I would explain that the Baltimore they were visiting is a narrow strip of relative privilege and safety, a column of nice neighborhoods through which the more privileged citizens oscillate, dropping our kids at school, heading to our offices at Hopkins or MICA, drinking microbrews in converted mill buildings, tooling down to the Inner Harbor in hybrid cars to openings at the Visionary Art Museum.
To the left and right of this spinal cord of gentrification is another Baltimore, the stubbled flanks of the city: crumbling projects, blocks and blocks of boarded-up row houses, crowded bus stops, street-corner car washes, churches, hairdressers, liquor stores, and chicken shacks. There are people who live two miles from the glitzy Inner Harbor who have never seen it, and we won’t be visiting their neighborhoods, either, unless the GPS screws up. It is a loss for all of us.
During the chaos of May 2015, friends all over the country checked in to make sure I was all right. I’m watching it on TV, I told them, just like you are. The day our city schools were closed, a few of us moms organized a little peace march with the kids in our neighborhood, parading down the main avenue with brown-paper signs, banging on pots, and chanting slogans. Public life has only gotten more alarming and alienating since then, and Baltimore remains two cities, not one. No matter what happens, there will always be as many books of the dead as there are people remembering.
Baltimore, Maryland
March 2018
The Glen Rock Book of the Dead
I GOT THE IDEA to make a series of portraits of dead people I have known, or whose lives have touched me in some way, during a workshop taught by the novelist Jane McCafferty in January 2007. She gave a writing assignment based on Stephen Dunn’s lovely poem “Tenderness,” in which the narrator remembers a woman he knew long ago.
This made me think of The Jeweler, who had passed through my life decades earlier. I scribbled down some lines about him, his paintings, and his mangoes, then recalled the circumstances of his death, about which I had heard secondhand. At the same time, I felt my brain begin to crowd up, as if tickets to a show had just gone on sale and all my ghosts were screeching up at the box office. I flipped to a clean page and started making a list of names. When the workshop ended and I went home to Glen Rock, I was still working on my list. I began to think I could make something like a modern version of Edgar Lee Masters’s Spoon River Anthology, except instead of fictional folks from a fictional town, my subjects would be real people and the link between them would be me.
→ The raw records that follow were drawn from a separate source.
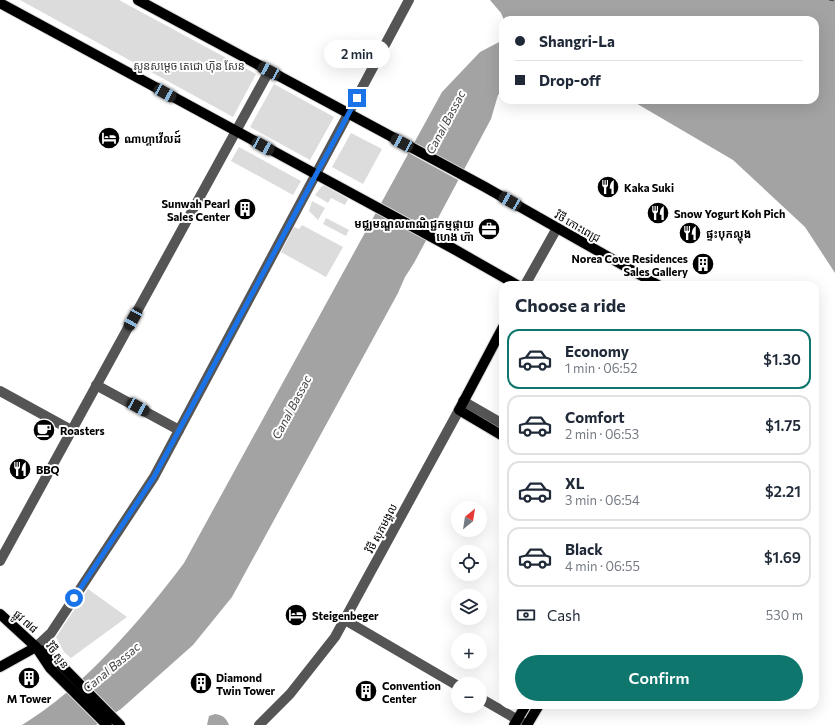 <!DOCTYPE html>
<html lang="en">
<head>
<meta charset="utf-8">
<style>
  body { margin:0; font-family:Commissioner,"Noto Sans Khmer",sans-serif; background:#f2f2f3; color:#1f2937; height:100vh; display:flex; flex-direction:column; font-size:15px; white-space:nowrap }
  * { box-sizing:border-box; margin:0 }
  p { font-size:13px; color:#747a83 }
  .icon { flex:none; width:22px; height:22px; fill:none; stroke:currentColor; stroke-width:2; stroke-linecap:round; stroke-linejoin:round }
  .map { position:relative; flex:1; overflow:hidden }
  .sheet { position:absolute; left:499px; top:281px; width:320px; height:428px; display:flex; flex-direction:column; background:#fff; border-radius:12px; box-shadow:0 4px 16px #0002 }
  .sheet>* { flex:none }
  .top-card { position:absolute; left:499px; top:16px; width:320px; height:88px; border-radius:12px; box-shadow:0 4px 16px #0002; display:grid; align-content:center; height:88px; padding:0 16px; background:#fff }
  .needle { width:26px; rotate:30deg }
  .buttons { position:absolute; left:451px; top:501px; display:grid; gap:8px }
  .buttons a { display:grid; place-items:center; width:36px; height:36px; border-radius:50%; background:#fff; box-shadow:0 4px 16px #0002; font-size:20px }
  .end { position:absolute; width:18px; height:18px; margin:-9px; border:5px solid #1a73e8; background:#fff; box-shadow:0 0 0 2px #fff }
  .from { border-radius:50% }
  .bubble { position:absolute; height:28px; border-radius:14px; background:#fff; box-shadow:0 4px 16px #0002; font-size:13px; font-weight:600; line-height:28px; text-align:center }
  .car { position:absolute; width:12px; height:24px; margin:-12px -6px; border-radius:5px; box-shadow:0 0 3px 1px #0007; background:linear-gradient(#222 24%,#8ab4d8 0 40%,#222 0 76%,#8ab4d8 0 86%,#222 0) }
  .top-card b { display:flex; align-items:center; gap:14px; height:38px; font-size:15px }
  .top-card b+b { border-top:1px solid #e0e1e3 }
  .top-card i { width:10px; height:10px; background:#1f2937 }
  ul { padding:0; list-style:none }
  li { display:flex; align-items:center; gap:12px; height:60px; margin:0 8px 6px; padding:0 8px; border:2px solid #e0e1e3; border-radius:12px }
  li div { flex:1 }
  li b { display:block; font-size:15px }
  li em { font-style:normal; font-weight:600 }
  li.selected { border-color:#0f766e }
  li>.icon { width:36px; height:36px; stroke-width:1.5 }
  h2 { padding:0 16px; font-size:18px; line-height:48px }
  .pay { display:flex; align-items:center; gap:10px; height:44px; padding:0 16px; font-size:15px }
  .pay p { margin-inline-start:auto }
  .button { display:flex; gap:8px; margin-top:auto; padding:8px 16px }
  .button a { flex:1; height:46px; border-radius:24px; background:#0f766e; color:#fff; font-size:16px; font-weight:600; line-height:46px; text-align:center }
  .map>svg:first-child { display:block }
  .green { fill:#dcdcdc }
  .water { fill:#a3a3a3 }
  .pier { fill:#fff }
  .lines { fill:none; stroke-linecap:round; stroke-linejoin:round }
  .ferry { stroke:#444; stroke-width:1; stroke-dasharray:5 4; stroke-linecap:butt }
  .major-casing { stroke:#dbdbdb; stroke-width:12 }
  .minor { stroke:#555; stroke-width:10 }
  .major { stroke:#000; stroke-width:10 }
  .route { stroke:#1a73e8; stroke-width:5 }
  .labels { text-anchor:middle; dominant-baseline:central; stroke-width:4; stroke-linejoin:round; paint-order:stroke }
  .park-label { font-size:11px; fill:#333; stroke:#fff }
  .poi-label { font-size:11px; font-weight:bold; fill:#000; stroke:#fff; text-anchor:start }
  .street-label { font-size:11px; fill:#000; stroke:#fff }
  .water-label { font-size:12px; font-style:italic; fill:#444; stroke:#fff }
</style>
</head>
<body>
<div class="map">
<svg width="835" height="725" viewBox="0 0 835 725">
  <rect width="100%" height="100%" fill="#fff"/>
  <g class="green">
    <polygon points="20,0 119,0 256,74 233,117"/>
    <polygon points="274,84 334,117 310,160 250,127"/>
    <polygon points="351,133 382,149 363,184 332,167"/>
    <polygon points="239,147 301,181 293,195 231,161"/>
    <polygon points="322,186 325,186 348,199 345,205 331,198 328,203 315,195"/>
    <polygon points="312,201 325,208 318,220 309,211"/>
    <polygon points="326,218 349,230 346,236 323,224"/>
    <polygon points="302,225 343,247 326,277 281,252 294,227 299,229"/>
    <polygon points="88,589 127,617 71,658 64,652 56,637"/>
  </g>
  <g class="water">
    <polygon points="490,0 835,0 835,273 805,227 733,160 634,102 626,100 815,100 815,20 504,20 501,13"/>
    <path d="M503,40V90L498,95L491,119L414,263L405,277L398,293L232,597L193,645L121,709L96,725H22C82,689 142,619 184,563L442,92L480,52Z"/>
    <path d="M215,714C223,715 226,718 229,725H207L209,716Z"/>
  </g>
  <polygon class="pier" points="412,142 465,170 460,181 407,152"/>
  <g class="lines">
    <polyline class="ferry" points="829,0 835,1"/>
    <g class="major-casing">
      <g id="major">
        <polyline points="138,0 485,187 658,285"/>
        <polyline points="0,3 452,248 517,285"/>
        <polyline points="503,327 459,410 503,436"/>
        <polyline points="0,614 36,647 50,668 107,725"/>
        <polyline points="40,650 57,661 120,725"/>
        <polyline points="0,667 36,647"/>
        <polyline points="514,725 526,705"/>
        <polyline points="527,725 539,705"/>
      </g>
    </g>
    <g class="minor">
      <polyline points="525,285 557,228"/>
      <polyline points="96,385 179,430"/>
      <polyline points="0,391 71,430"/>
      <polyline points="463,401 503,424"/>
      <polyline points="0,561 269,71"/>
      <polyline points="345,620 458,686"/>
      <polyline points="36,647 51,633 154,477 409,0"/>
      <polyline points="480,698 525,724"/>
      <polyline points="259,725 290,694 335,637 459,410"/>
    </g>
    <use href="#major" class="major"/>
  </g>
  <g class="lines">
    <polyline class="route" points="74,598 154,477 357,98"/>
  </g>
  <defs>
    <g id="hotel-disc" transform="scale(1.15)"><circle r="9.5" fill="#000" stroke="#fff"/><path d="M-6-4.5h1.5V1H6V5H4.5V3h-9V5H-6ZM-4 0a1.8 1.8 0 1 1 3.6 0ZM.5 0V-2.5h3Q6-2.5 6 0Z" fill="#fff"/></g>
    <g id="restaurant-disc" transform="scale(1.15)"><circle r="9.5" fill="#000" stroke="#fff"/><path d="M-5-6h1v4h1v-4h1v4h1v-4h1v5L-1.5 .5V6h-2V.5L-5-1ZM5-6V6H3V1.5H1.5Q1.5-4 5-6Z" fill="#fff"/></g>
    <g id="building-disc" transform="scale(1.15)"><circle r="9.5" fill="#000" stroke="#fff"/><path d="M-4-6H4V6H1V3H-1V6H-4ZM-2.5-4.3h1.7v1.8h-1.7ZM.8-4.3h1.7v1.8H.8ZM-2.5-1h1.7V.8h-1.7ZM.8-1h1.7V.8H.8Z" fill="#fff"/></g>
    <g id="office-disc" transform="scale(1.15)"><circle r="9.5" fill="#000" stroke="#fff"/><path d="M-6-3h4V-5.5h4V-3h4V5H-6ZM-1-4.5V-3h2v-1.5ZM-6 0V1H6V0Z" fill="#fff"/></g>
    <g id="cafe-disc" transform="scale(1.15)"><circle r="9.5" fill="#000" stroke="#fff"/><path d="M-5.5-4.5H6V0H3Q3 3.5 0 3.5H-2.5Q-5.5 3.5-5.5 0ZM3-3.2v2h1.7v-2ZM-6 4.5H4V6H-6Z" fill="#fff"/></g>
  </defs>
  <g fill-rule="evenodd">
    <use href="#hotel-disc" x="109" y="138"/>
    <use href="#restaurant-disc" x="608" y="187"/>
    <use href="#building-disc" x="245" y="209"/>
    <use href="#restaurant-disc" x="658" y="213"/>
    <use href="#office-disc" x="489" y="229"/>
    <use href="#restaurant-disc" x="690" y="233"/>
    <use href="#building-disc" x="703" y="264"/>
    <use href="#cafe-disc" x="44" y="430"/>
    <use href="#restaurant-disc" x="20" y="469"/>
    <use href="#hotel-disc" x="296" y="615"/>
    <use href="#building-disc" x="29" y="678"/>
    <use href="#building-disc" x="201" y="683"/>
    <use href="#building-disc" x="366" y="691"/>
  </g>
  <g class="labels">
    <g class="park-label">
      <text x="189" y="65">សួនសម្តេច តេជោ ហ៊ុន សែន</text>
    </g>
    <g class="poi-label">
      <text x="124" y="138">ណាហ្គាវើលដ៍</text>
      <text x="624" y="187">Kaka Suki</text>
      <text x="230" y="203" text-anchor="end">Sunwah Pearl<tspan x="230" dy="13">Sales Center</tspan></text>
      <text x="674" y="213">Snow Yogurt Koh Pich</text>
      <text x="474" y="223" text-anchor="end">មជ្ឈមណ្ឌលពាណិជ្ជកម្មផ្កាយ<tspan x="474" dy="13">ហេង ហ៊ា</tspan></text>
      <text x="706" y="233">ផ្ទះបុកល្ហុង</text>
      <text x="688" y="258" text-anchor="end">Norea Cove Residences<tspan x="688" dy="13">Sales Gallery</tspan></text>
      <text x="60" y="430">Roasters</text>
      <text x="36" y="469">BBQ</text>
      <text x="312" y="615">Steigenbeger</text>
      <text x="216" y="677">Diamond<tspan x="216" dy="13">Twin Tower</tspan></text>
      <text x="382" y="685">Convention<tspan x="382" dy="13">Center</tspan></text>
      <text x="29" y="698" text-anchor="middle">M Tower</text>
    </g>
    <g class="street-label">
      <text transform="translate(578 226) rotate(30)">វិថី កោះពេជ្រ</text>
      <text transform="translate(381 528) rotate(-62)">វិថី សុភមង្គល</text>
      <text transform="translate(26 621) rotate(42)">ផ្លូវ ៧៨</text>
      <text transform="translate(58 655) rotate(53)">វិថី សួន</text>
    </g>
    <g class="water-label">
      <text transform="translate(445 122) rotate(-62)">Canal Bassac</text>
      <text transform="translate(291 407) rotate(-62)">Canal Bassac</text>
      <text transform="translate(111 667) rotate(-40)">Canal Bassac</text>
    </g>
  </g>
</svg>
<div class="buttons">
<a><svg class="needle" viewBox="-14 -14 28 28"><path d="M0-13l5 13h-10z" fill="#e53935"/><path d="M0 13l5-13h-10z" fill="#747a83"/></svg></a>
<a><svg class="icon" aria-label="locate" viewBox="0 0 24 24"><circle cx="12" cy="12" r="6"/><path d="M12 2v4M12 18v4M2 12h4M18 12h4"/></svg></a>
<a><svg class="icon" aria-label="layers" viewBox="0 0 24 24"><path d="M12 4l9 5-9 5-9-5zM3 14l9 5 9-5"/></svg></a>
<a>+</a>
<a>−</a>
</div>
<i class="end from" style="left:74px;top:598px"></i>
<i class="end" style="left:357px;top:98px"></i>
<div class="bubble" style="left:324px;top:40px;width:66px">2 min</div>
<i class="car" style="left:269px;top:71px;rotate:298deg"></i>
<i class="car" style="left:165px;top:93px;rotate:119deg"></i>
<i class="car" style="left:402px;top:143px;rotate:298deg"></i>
<i class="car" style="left:263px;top:146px;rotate:119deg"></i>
<i class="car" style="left:510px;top:201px;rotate:300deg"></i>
<i class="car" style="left:133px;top:319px;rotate:209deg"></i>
<i class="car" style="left:138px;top:407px;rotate:119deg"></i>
<div class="top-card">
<b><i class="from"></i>Shangri-La</b>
<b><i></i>Drop-off</b>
</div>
<section class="sheet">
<h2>Choose a ride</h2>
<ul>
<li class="selected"><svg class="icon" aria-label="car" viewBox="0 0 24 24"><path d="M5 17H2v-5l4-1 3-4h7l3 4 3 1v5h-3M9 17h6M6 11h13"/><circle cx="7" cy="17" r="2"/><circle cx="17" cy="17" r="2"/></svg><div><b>Economy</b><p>1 min · 06:52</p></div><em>$1.30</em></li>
<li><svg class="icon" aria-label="car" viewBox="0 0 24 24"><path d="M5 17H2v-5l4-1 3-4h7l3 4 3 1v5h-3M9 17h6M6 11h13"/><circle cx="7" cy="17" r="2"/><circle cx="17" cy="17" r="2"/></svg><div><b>Comfort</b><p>2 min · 06:53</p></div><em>$1.75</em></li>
<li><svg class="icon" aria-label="car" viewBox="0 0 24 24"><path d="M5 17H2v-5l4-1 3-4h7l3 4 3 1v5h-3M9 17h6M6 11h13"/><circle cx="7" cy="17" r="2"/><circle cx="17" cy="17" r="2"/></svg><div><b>XL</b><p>3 min · 06:54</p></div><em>$2.21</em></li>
<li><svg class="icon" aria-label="car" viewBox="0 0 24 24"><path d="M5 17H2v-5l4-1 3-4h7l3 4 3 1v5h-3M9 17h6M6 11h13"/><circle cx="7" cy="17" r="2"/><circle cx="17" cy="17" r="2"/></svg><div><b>Black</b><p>4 min · 06:55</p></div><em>$1.69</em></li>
</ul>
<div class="pay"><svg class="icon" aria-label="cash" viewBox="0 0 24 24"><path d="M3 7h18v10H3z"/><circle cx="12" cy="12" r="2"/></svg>Cash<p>530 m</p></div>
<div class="button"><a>Confirm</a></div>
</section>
</div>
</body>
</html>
For the next few months, I got up as close to dawn as I could. Already they would be waiting in my head. I’d let one into my office for a few hours and we’d have our little séance. This never seemed morbid or depressing to me. I have lost too many people, I think, to make talking and thinking about them an unpleasant thing to do. My life has been shaped as much by people who are no longer living as by people who are, and perhaps this has been particularly true since I moved, in middle age, to Glen Rock, a quiet place. Writing this book has been a chance to hang out with my friends.
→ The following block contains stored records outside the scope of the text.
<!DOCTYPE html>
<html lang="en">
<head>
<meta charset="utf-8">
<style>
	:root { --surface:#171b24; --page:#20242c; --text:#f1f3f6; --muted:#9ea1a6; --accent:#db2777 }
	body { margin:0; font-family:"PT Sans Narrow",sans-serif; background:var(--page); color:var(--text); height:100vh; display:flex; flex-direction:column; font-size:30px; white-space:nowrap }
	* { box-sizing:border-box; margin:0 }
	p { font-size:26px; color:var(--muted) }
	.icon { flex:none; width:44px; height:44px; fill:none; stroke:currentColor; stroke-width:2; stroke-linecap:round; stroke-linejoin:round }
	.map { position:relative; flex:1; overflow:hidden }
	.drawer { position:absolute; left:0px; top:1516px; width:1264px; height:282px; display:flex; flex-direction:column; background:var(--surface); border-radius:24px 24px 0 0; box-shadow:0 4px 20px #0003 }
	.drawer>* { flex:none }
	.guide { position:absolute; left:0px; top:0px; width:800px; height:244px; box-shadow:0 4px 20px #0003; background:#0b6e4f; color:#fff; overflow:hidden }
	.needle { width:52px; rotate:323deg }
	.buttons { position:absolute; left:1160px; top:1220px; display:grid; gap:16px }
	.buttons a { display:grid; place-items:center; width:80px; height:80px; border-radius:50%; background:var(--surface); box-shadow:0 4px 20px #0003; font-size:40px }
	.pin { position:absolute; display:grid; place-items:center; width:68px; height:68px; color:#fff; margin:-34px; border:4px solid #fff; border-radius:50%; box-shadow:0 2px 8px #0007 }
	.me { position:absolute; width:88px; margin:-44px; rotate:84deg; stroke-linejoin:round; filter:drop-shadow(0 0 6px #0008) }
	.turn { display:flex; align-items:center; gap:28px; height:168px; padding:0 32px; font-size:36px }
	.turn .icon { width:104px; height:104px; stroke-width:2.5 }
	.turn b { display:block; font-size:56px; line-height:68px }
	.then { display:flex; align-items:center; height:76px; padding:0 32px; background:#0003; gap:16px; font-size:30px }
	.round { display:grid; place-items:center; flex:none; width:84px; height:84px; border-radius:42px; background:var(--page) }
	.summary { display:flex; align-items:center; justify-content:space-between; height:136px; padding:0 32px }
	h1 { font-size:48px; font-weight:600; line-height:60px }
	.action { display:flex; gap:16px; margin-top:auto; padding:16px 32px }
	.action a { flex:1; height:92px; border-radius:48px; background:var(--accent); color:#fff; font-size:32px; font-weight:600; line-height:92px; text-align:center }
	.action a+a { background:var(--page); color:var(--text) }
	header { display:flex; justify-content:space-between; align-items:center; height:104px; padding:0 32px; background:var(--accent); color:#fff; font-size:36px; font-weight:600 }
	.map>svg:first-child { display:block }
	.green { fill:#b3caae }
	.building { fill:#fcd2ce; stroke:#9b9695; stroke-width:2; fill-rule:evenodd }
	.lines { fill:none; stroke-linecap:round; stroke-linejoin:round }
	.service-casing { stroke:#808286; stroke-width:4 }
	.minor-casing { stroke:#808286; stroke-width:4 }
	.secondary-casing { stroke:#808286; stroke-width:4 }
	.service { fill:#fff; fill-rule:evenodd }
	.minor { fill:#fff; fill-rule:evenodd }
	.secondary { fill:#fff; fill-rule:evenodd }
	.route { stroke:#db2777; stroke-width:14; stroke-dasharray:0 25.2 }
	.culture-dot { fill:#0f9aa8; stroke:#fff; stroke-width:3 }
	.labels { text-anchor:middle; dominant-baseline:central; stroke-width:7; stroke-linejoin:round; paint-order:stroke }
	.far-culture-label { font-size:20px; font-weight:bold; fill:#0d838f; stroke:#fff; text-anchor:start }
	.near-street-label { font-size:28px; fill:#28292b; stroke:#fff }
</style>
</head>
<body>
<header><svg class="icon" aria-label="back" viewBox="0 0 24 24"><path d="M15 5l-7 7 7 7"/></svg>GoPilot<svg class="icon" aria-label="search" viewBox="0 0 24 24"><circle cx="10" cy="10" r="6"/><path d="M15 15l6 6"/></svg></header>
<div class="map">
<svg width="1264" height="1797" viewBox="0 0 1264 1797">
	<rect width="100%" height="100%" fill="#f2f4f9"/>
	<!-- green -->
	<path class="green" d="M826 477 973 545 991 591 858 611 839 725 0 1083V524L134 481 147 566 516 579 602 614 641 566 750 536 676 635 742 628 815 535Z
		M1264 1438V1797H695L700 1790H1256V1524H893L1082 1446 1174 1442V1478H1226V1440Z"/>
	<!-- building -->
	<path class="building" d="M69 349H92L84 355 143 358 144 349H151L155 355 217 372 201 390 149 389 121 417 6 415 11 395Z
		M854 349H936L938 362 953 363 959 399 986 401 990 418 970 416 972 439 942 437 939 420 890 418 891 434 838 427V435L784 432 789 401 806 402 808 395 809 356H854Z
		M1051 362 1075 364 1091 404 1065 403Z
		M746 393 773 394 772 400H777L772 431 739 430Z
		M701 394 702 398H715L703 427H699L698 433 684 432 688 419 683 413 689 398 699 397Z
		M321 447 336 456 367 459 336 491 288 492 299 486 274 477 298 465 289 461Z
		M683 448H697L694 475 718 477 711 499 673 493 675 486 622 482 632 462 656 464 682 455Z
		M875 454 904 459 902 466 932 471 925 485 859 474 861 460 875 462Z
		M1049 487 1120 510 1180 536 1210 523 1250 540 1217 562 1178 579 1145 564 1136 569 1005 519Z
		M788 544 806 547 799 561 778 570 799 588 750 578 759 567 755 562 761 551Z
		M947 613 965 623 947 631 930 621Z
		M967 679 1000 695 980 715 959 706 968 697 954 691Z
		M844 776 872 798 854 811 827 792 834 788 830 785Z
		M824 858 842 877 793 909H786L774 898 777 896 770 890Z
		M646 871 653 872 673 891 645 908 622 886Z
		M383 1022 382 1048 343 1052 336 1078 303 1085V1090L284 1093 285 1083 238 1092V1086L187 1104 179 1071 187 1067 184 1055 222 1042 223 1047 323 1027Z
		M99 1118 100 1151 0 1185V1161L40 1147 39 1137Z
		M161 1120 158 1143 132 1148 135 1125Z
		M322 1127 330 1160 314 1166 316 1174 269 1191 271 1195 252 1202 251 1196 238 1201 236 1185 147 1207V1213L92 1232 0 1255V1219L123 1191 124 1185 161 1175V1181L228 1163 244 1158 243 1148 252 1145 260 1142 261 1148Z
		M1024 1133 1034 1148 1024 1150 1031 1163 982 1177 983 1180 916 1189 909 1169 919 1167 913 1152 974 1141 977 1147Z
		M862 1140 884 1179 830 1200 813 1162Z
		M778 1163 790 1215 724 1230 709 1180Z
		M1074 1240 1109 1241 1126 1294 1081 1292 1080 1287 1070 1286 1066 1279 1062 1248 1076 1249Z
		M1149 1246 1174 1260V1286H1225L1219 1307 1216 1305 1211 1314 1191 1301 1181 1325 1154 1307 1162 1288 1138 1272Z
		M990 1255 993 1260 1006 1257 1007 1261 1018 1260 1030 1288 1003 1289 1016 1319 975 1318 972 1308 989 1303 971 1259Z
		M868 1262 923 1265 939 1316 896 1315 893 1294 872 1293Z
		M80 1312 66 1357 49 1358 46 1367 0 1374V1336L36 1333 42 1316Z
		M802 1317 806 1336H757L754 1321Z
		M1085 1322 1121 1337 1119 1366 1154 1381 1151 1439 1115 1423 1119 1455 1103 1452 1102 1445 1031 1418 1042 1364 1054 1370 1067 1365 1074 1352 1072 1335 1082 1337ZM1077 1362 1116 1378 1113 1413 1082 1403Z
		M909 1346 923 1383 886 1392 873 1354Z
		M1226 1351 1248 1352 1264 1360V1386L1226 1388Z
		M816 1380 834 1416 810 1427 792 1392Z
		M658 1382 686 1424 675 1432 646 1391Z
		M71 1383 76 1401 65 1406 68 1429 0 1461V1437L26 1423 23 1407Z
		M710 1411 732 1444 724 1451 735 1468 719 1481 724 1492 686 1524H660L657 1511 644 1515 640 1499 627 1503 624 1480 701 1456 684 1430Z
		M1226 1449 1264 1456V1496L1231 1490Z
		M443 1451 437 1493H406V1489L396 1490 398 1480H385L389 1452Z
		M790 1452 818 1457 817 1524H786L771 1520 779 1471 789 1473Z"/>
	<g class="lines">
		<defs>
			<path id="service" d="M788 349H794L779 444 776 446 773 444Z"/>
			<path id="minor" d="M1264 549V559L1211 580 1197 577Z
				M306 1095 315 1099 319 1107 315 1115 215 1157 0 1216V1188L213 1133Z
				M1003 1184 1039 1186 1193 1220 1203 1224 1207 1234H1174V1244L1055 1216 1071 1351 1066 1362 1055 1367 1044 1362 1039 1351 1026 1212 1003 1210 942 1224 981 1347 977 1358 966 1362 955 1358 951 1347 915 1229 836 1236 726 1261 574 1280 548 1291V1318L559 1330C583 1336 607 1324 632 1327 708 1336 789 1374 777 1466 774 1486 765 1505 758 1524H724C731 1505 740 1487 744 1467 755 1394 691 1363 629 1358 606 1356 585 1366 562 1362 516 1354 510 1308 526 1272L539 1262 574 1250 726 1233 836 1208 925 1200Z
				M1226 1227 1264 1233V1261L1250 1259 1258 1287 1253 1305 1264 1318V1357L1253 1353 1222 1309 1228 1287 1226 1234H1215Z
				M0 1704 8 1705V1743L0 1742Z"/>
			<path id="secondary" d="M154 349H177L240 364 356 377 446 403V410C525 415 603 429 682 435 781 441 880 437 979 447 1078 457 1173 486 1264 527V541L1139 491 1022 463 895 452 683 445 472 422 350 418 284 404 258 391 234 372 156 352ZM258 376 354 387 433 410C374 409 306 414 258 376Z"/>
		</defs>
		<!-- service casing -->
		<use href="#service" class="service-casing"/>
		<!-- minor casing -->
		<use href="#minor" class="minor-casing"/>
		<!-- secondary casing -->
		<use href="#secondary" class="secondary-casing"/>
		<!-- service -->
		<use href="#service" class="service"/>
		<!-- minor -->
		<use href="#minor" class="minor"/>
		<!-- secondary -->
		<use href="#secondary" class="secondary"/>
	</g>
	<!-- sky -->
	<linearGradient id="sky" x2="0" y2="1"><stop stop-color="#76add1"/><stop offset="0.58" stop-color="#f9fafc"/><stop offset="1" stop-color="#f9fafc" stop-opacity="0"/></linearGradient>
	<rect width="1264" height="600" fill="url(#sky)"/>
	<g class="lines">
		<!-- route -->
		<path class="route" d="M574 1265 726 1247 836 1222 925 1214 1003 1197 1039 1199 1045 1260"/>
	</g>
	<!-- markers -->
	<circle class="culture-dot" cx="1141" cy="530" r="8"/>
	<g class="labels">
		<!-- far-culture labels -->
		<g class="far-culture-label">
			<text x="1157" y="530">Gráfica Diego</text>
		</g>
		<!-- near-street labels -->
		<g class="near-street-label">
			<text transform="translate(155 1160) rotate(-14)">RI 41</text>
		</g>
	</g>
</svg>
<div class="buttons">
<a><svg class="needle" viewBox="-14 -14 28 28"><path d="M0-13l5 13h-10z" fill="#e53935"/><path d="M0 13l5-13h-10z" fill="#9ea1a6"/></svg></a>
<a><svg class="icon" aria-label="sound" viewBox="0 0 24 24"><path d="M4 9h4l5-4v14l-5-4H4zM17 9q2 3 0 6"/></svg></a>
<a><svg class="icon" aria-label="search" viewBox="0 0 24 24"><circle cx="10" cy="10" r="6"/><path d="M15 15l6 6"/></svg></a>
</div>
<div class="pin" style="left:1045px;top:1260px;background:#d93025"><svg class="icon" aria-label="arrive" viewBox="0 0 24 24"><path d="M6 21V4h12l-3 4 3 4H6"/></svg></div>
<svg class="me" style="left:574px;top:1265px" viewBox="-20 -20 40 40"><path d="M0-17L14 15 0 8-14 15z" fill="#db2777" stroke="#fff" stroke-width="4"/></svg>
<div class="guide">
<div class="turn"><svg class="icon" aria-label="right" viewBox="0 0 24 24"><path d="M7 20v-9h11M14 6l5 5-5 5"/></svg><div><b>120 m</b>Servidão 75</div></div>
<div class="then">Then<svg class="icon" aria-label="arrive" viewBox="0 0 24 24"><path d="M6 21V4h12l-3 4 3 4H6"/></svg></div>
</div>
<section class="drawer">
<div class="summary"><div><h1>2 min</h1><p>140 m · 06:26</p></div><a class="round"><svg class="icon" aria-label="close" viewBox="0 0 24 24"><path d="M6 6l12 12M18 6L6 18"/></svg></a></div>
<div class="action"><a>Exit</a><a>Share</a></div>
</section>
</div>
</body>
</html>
In Mexico, they do something like this on El Día de los Muertos: the Day of the Dead, which is observed on November 1 and 2 every year. On these days, people build altars to their loved ones with pictures and flowers and candles, with the old favorite sodas and books and T-shirts and cigarettes. Then they go to the cemetery and stay all night, praying, singing, drinking, wailing. They tell the sad stories and the noble ones; they eat cookies shaped like skeletons. They celebrate and mourn at once.